Writer's picture: Ibrahim InsightsIbrahim Insights

Updated: Mar 9, 2021

A group of Palestinian children waved at me from a building rooftop in Hebron. Their faces, lit with the radiance of childhood innocence, resembled the future generation of Palestinian workers, educators, mothers, fathers. They would come to cultivate the lands their ancestors had once thought to be their own. These children’s hands would come to feel the dirt under the soles of their now tender feet, shaping olive branches in the form of Vs with their now delicate fingers and planting roots thought to last forever, for olive trees are said to last an eternity.

The Palestinian children waving at me from a building rooftop in Hebron were too precious for their time or place, or what—God forbid—fate may verily thrust upon them. At that very moment, their words knew no harm and their hearts knew no hate. Their hands knew how to wave, not how to pelt rocks or brandish fists toward the heavens. Life, as it appeared through their precious eyes, was simply precious.

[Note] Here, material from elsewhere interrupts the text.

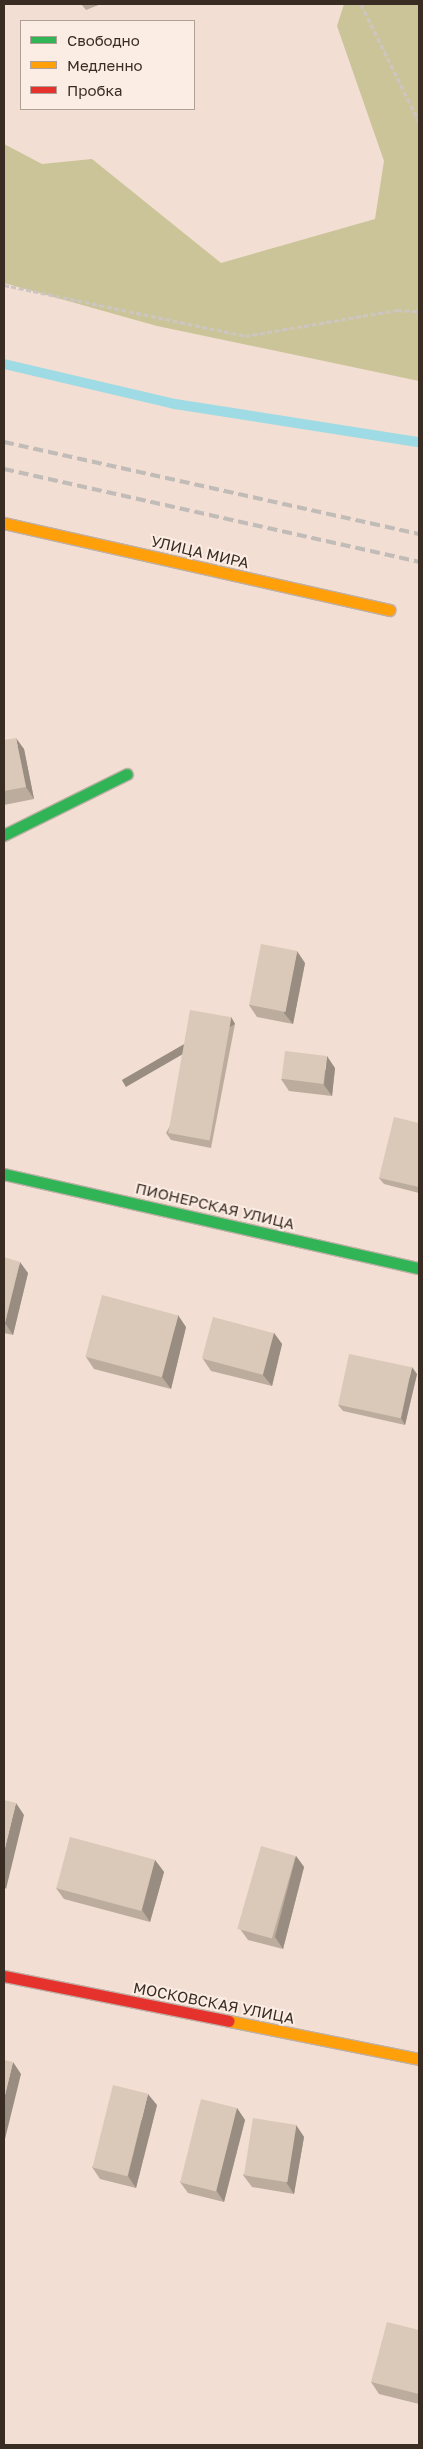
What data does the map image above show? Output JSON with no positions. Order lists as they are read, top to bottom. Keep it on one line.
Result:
{"streets":{"street":["УЛИЦА МИРА","ПИОНЕРСКАЯ УЛИЦА","МОСКОВСКАЯ УЛИЦА"]},"legend":["Свободно","Медленно","Пробка"]}
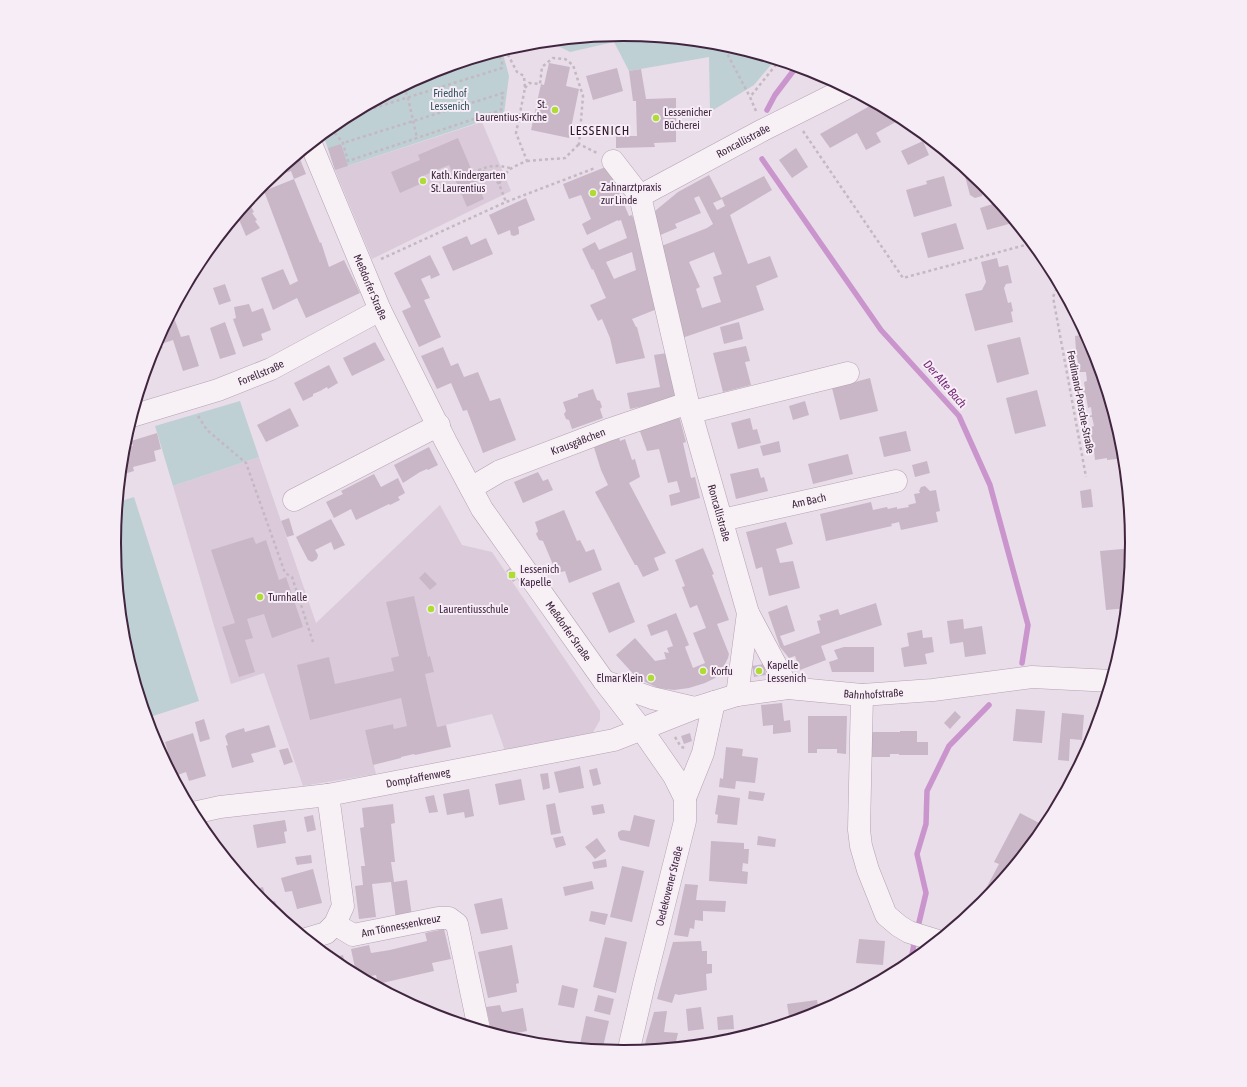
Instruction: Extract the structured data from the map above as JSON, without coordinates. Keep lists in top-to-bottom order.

As I smiled and waved, I secretly feared for the future of these Palestinian children on a building rooftop in Hebron. At what age would hate infiltrate their hearts? When would their hands no longer wave innocently at a foreign passerby but bear arms, willing and ready to inflict death? For a child cannot live as a child forever, and a Palestinian child cannot smile and wave forever.


However impossible it may have seemed to see past the innocent smiles and waves of the Palestinian children waving at me from a building rooftop in Hebron, I saw a future I did not want to see, a fate I did not wish upon any living soul. I saw olive trees on that roof, basking in the suns lovely rays, only to soon realize that their roots would in no wise grow through the concrete ground that would soon suffocate the existence of each and every olive branch their wailing stump could ever hope to bear. How will these Palestinian children bear?


Shawheen Rezaei is a member of the 2015 Ibrahim cohort.